You are an adventurer working for the futuristic corporation RoboCorp. Your initial skill level is an integer in the range $[1, n]$, but you don't know its exact value. Your goal is to reach a skill level of at least $n$ by completing missions for RoboCorp, but each mission costs precious robocoins.

You can choose missions of any difficulty and any positive integer duration (in hours). However, the cost depends both on the new mission's length, and on how the new mission's difficulty compares to your most recent one.

Let $x$ be the difficulty of your most recent mission. If you want to undertake a new mission of difficulty $y$ and duration $l$:

• If it is your first mission, or $y \le x$, the cost is $l$ robocoins.
• If $y > x$, the cost is $1000 + l$ robocoins.

Your skill improves only when you take on a mission whose difficulty $y$ exactly matches your current skill $s$:

• If $y = s$, then your skill increases by $l$.
• Otherwise, your skill does not change.

After each mission, you still don't know your actual skill value.
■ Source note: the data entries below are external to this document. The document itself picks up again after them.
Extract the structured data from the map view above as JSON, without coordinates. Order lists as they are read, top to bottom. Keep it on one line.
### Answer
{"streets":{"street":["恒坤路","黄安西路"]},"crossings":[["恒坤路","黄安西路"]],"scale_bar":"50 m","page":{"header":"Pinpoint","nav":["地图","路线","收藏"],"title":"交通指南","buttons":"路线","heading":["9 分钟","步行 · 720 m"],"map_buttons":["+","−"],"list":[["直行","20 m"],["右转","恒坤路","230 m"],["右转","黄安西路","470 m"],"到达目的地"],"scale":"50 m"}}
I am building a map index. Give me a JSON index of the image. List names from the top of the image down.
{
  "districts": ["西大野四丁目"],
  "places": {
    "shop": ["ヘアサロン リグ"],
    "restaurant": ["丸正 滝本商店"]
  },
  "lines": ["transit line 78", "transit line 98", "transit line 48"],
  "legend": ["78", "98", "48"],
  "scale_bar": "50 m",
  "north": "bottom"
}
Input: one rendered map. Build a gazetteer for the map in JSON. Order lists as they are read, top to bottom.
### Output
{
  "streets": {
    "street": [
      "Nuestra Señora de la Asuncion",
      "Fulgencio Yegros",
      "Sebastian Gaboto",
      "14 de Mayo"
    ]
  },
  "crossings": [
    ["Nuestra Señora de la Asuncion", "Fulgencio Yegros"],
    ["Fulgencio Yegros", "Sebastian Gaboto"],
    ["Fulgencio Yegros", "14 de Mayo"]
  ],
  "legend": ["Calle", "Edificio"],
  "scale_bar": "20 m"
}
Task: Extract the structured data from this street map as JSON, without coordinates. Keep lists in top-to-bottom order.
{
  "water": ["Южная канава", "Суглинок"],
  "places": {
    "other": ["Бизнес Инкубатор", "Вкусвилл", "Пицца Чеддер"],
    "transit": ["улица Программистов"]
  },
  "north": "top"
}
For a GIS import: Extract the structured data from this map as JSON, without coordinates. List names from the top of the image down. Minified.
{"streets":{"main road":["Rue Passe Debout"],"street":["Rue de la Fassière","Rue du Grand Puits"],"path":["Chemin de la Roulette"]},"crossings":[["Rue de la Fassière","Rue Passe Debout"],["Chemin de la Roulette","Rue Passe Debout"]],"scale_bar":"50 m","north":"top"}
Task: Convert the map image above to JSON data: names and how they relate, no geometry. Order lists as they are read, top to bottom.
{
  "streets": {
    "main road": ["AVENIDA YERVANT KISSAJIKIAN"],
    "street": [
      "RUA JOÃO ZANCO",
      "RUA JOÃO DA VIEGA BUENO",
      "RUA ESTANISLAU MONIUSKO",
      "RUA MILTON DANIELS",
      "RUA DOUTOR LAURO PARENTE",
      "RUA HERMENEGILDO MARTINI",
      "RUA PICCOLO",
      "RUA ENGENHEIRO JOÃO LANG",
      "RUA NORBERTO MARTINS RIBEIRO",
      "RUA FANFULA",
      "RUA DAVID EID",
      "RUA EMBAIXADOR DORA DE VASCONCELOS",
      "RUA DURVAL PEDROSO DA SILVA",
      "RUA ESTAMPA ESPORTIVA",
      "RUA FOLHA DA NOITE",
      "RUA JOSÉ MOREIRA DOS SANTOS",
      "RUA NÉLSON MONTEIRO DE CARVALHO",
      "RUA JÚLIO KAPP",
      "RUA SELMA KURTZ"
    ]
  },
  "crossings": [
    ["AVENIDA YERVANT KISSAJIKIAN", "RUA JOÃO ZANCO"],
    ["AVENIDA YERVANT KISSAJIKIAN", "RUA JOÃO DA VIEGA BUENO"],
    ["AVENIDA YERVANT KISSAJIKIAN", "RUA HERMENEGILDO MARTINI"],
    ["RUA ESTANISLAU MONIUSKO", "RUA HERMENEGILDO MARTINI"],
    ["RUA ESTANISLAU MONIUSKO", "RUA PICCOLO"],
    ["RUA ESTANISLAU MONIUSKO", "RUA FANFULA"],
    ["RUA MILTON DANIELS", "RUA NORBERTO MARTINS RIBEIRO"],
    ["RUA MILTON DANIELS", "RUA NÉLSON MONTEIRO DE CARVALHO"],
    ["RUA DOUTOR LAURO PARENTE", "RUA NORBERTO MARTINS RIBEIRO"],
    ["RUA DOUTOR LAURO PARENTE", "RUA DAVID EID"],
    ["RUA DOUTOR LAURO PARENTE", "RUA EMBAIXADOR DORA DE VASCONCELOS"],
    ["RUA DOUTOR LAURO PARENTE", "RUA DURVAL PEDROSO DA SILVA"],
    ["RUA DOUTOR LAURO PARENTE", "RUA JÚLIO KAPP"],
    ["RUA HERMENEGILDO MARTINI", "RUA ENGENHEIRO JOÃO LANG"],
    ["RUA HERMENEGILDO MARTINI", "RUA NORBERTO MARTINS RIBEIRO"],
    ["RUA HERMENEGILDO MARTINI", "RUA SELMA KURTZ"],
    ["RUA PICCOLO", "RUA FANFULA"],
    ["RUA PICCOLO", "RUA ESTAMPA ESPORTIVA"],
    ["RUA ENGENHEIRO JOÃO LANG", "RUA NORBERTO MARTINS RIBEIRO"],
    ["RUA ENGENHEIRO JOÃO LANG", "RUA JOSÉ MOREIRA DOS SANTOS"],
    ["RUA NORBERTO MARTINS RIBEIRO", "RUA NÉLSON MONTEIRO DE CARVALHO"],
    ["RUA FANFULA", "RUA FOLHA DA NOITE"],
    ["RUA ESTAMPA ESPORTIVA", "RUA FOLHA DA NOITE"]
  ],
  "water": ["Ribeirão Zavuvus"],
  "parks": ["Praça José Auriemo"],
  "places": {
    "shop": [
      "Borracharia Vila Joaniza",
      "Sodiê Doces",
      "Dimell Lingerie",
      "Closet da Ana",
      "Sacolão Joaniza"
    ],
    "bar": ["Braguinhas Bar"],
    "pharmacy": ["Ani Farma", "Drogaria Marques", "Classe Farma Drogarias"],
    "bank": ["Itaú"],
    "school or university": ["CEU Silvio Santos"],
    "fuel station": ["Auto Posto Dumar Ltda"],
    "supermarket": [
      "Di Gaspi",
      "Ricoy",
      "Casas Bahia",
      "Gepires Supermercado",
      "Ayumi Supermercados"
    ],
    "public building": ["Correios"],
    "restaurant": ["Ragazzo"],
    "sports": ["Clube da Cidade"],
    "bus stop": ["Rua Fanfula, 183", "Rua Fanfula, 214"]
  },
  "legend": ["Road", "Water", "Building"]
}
You start with $10^6$ robocoins. Find a strategy (a sequence of missions) that does not exceed your budget and guarantees your skill becomes at least $n$, no matter what your initial skill was.

输入格式

The input contains a single line with an integer $n$ ($1 \le n \le 250000$) — the target skill level (that is, by the end, your skill must be greater or equal to $n$).

输出格式

In the first line, print a single integer $k$ ($0 \le k \le 10^6$) — the number of missions you plan to complete.

Then, print $k$ lines. The $i$-th line must contain two integers $y$ and $l$ ($1 \le y, l \le 10^6$) — the difficulty and duration (in hours) of the $i$-th mission, respectively.

4

4
1 4
3 1
2 1
3 1

提示

Explanation of sample 1.

In the example, your target skill is $n = 4$. You can use the following strategy:

• Take a mission of difficulty $y = 1$ and duration $l = 4$. It's your first mission, so you pay $l = 4$ robocoins.
• Take a mission of difficulty $y = 3$ and duration $l = 1$. The previous mission had difficulty $x = 1$, so since $y > x$, you pay $l + 1000 = 1001$ robocoins.
• Take a mission of difficulty $y = 2$ and duration $l = 1$. Now $x = 3$, and since $y \le x$, you pay $l = 1$ robocoin.
• Take a mission of difficulty $y = 3$ and duration $l = 1$. Now $x = 2$, and since $y > x$, you pay $l + 1000 = 1001$ robocoins.

In total, you spend $2007$ robocoins, which is within your $10^6$-robocoin budget.

Now we verify that this strategy always works:

• If your initial skill was $1$, after the first mission it becomes $5$.
• If your initial skill was $2$, after the third mission it becomes $3$, and after the fourth mission it becomes $4$.
• If your initial skill was $3$, after the second mission it becomes $4$.
• If your initial skill was $4$, it stays $4$.

So no matter what your starting skill is, you end with skill $\ge n$.